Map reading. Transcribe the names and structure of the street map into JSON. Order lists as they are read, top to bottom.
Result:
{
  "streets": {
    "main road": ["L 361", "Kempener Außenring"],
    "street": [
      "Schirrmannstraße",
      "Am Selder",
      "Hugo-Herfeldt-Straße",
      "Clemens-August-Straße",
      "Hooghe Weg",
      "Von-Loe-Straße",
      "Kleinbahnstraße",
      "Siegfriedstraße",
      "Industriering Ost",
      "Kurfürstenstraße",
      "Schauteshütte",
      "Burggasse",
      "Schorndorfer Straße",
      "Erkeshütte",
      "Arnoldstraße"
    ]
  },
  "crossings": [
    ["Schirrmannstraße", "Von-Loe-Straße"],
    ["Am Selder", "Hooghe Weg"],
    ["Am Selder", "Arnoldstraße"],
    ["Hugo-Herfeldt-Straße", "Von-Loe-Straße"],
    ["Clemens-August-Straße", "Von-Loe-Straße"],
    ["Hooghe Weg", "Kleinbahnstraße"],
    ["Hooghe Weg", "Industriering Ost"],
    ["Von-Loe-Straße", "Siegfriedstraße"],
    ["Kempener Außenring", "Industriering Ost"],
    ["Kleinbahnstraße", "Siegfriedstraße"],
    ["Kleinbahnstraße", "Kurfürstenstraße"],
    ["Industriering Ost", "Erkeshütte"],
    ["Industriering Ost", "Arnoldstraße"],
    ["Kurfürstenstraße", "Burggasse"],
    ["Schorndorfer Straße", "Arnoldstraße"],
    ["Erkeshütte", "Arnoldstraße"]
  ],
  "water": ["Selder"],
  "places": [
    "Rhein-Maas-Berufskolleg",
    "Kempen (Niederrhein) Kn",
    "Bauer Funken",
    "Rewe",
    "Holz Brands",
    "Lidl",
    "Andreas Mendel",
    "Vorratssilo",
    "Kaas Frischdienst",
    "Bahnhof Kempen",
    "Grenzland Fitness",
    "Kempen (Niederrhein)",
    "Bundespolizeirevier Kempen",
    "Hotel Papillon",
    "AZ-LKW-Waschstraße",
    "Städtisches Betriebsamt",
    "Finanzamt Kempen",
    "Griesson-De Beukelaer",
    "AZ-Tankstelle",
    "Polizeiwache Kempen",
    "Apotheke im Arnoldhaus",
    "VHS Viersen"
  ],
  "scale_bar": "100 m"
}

## [About this task]
The response should be an exact repeat of the data above.

## [Exercise output]
Map reading. Transcribe the names and structure of the street map into JSON. Order lists as they are read, top to bottom.
Result:
{
  "streets": {
    "main road": ["L 361", "Kempener Außenring"],
    "street": [
      "Schirrmannstraße",
      "Am Selder",
      "Hugo-Herfeldt-Straße",
      "Clemens-August-Straße",
      "Hooghe Weg",
      "Von-Loe-Straße",
      "Kleinbahnstraße",
      "Siegfriedstraße",
      "Industriering Ost",
      "Kurfürstenstraße",
      "Schauteshütte",
      "Burggasse",
      "Schorndorfer Straße",
      "Erkeshütte",
      "Arnoldstraße"
    ]
  },
  "crossings": [
    ["Schirrmannstraße", "Von-Loe-Straße"],
    ["Am Selder", "Hooghe Weg"],
    ["Am Selder", "Arnoldstraße"],
    ["Hugo-Herfeldt-Straße", "Von-Loe-Straße"],
    ["Clemens-August-Straße", "Von-Loe-Straße"],
    ["Hooghe Weg", "Kleinbahnstraße"],
    ["Hooghe Weg", "Industriering Ost"],
    ["Von-Loe-Straße", "Siegfriedstraße"],
    ["Kempener Außenring", "Industriering Ost"],
    ["Kleinbahnstraße", "Siegfriedstraße"],
    ["Kleinbahnstraße", "Kurfürstenstraße"],
    ["Industriering Ost", "Erkeshütte"],
    ["Industriering Ost", "Arnoldstraße"],
    ["Kurfürstenstraße", "Burggasse"],
    ["Schorndorfer Straße", "Arnoldstraße"],
    ["Erkeshütte", "Arnoldstraße"]
  ],
  "water": ["Selder"],
  "places": [
    "Rhein-Maas-Berufskolleg",
    "Kempen (Niederrhein) Kn",
    "Bauer Funken",
    "Rewe",
    "Holz Brands",
    "Lidl",
    "Andreas Mendel",
    "Vorratssilo",
    "Kaas Frischdienst",
    "Bahnhof Kempen",
    "Grenzland Fitness",
    "Kempen (Niederrhein)",
    "Bundespolizeirevier Kempen",
    "Hotel Papillon",
    "AZ-LKW-Waschstraße",
    "Städtisches Betriebsamt",
    "Finanzamt Kempen",
    "Griesson-De Beukelaer",
    "AZ-Tankstelle",
    "Polizeiwache Kempen",
    "Apotheke im Arnoldhaus",
    "VHS Viersen"
  ],
  "scale_bar": "100 m"
}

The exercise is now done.